## YOUR ASSIGNMENT
Locate each line below that includes "they" and reproduce it.

[[ THE DATA open ]]

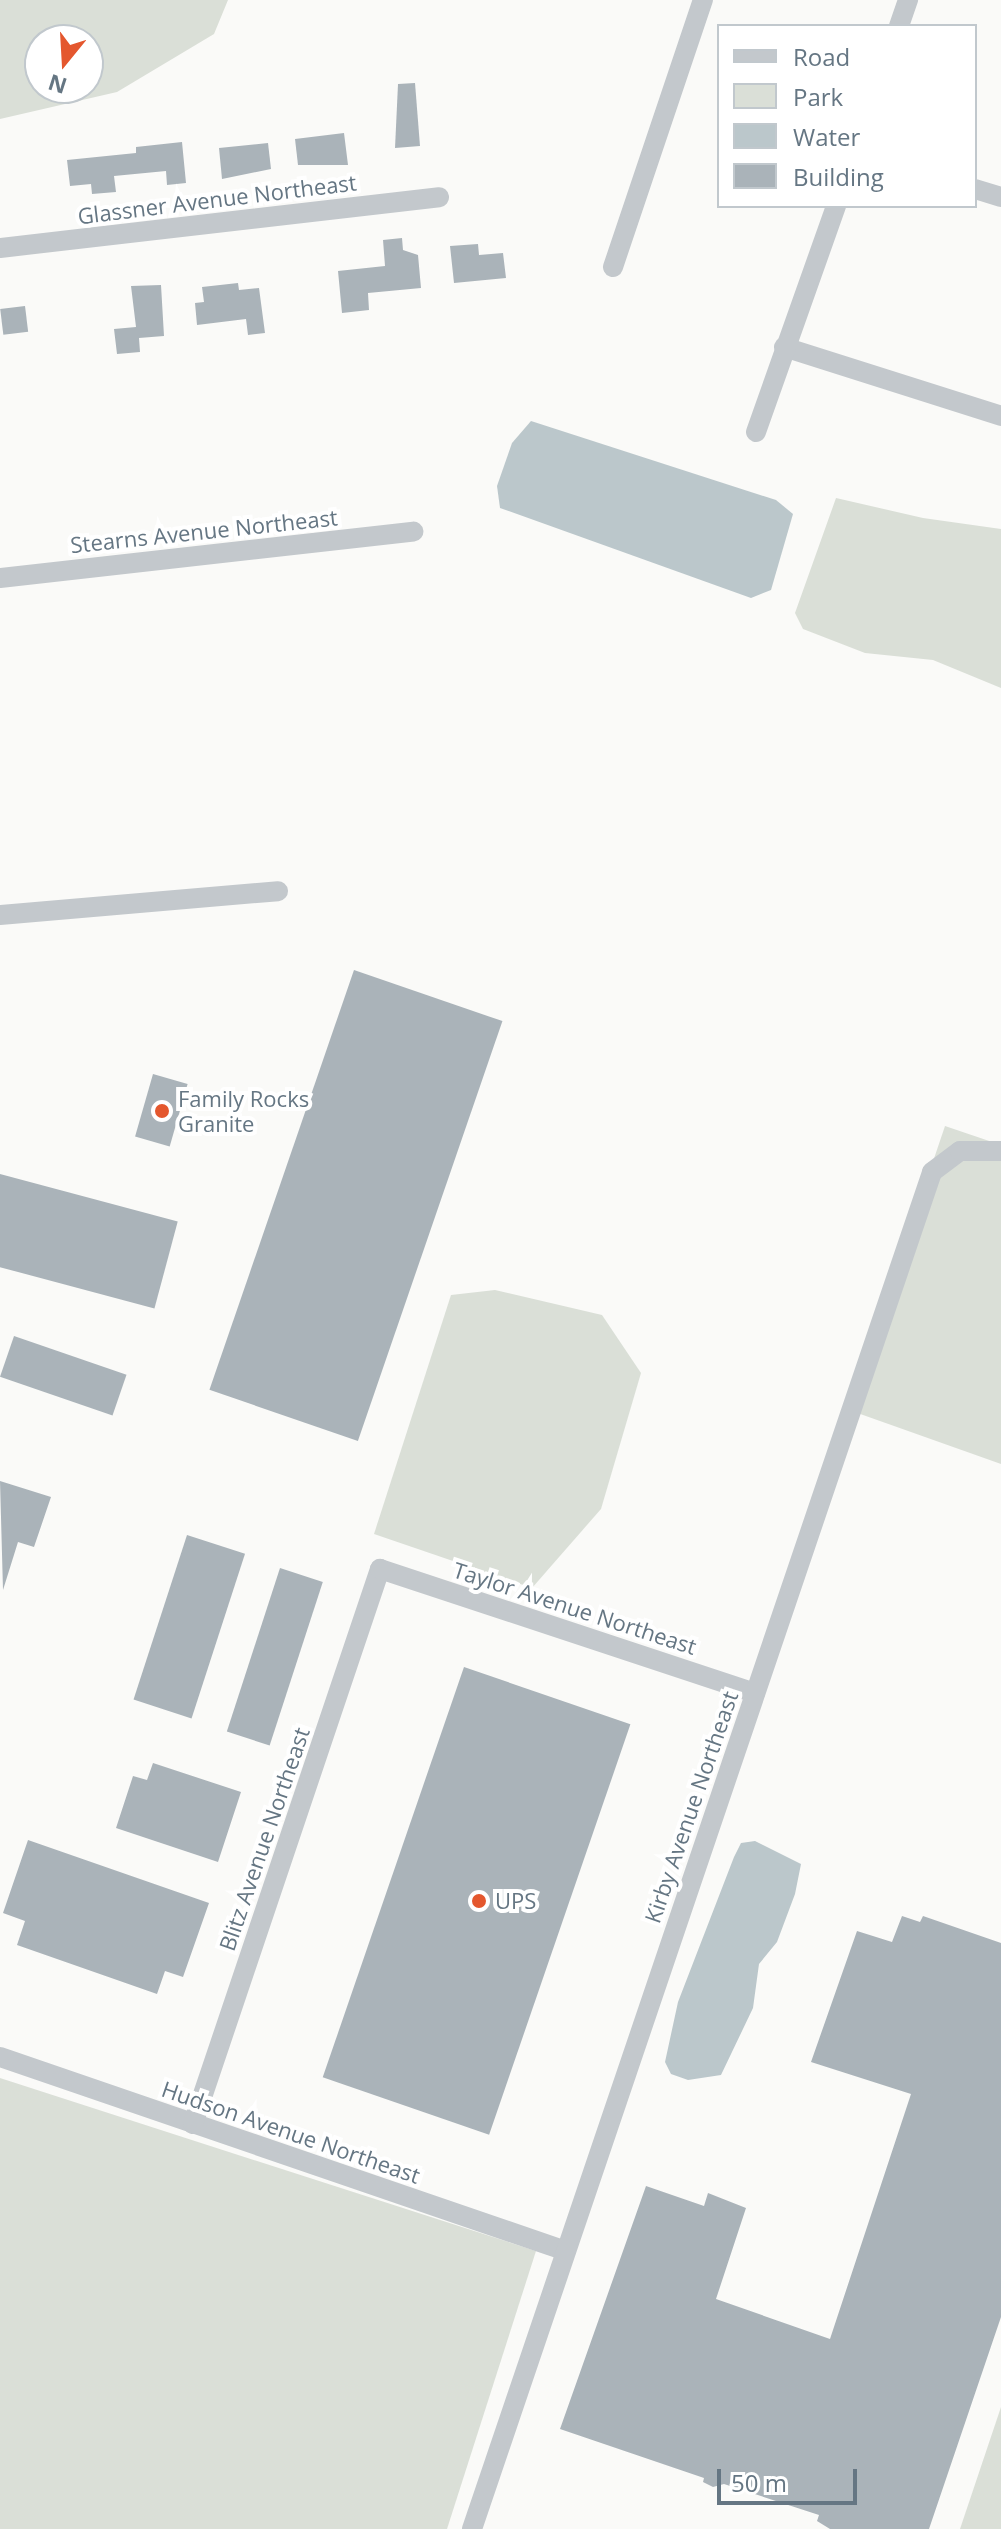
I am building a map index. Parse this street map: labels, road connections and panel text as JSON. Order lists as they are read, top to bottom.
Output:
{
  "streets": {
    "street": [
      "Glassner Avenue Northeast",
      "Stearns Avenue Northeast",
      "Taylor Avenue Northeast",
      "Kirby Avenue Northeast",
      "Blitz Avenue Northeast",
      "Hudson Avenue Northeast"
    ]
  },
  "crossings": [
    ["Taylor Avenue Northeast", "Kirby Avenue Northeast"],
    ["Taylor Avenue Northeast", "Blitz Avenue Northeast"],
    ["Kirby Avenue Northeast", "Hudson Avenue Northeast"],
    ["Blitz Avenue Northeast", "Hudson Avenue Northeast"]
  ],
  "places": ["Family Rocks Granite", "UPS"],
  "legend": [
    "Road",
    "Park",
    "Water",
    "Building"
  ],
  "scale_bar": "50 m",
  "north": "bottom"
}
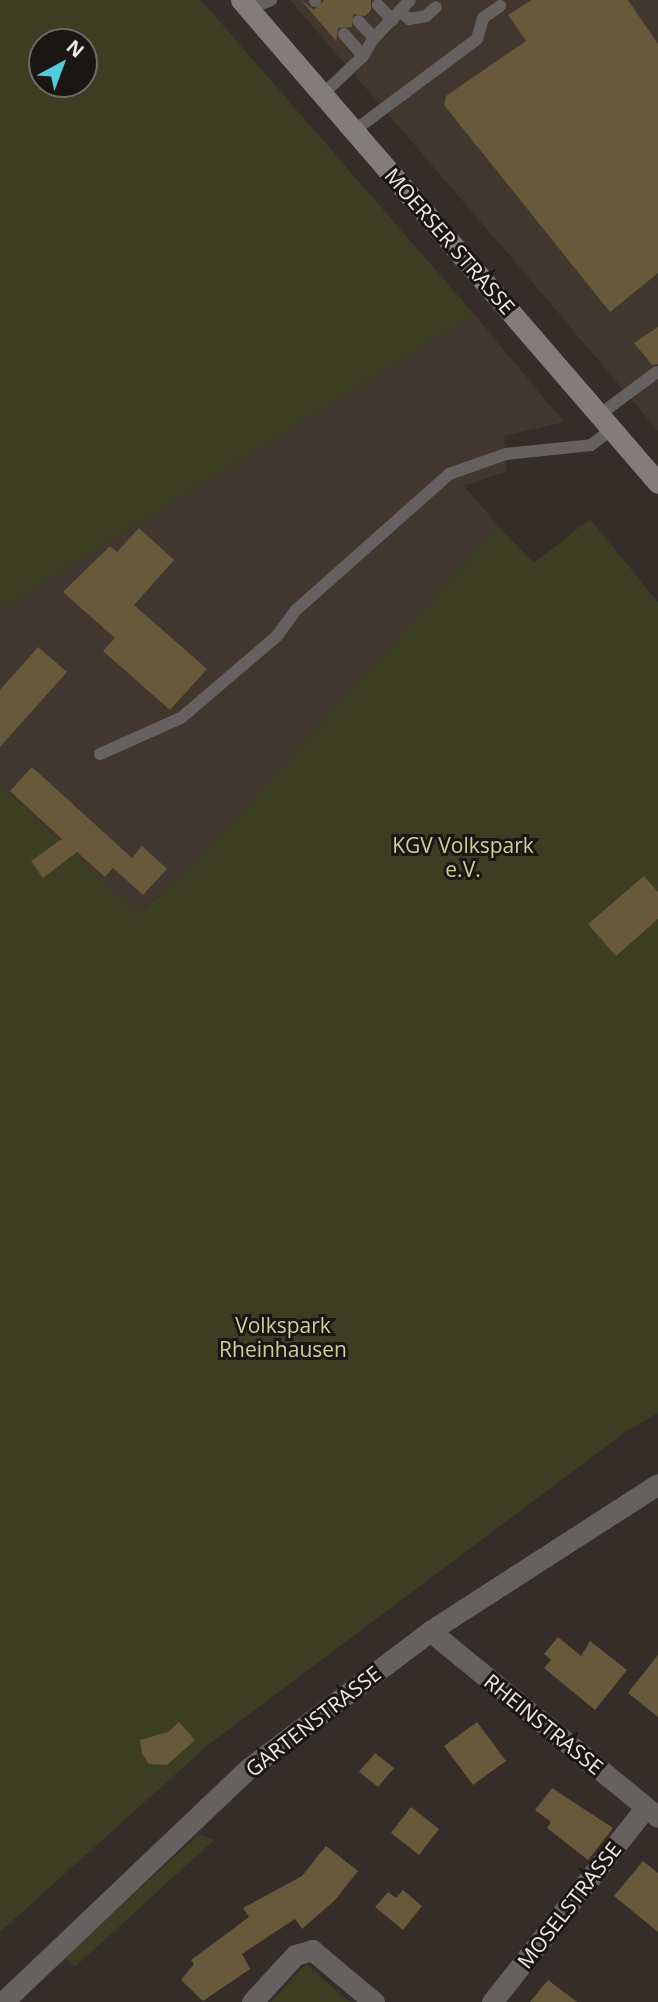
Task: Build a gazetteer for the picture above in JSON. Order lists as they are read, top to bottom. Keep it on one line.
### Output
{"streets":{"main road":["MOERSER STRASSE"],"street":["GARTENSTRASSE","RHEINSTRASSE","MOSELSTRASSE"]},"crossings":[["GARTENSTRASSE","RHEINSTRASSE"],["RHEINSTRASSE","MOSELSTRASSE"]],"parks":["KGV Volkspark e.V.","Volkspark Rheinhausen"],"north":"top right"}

[[ THE DATA closed ]]

## ANSWER AREA
I am building a map index. Parse this street map: labels, road connections and panel text as JSON. Order lists as they are read, top to bottom.
Task: Build a gazetteer for the picture above in JSON. Order lists as they are read, top to bottom. Keep it on one line.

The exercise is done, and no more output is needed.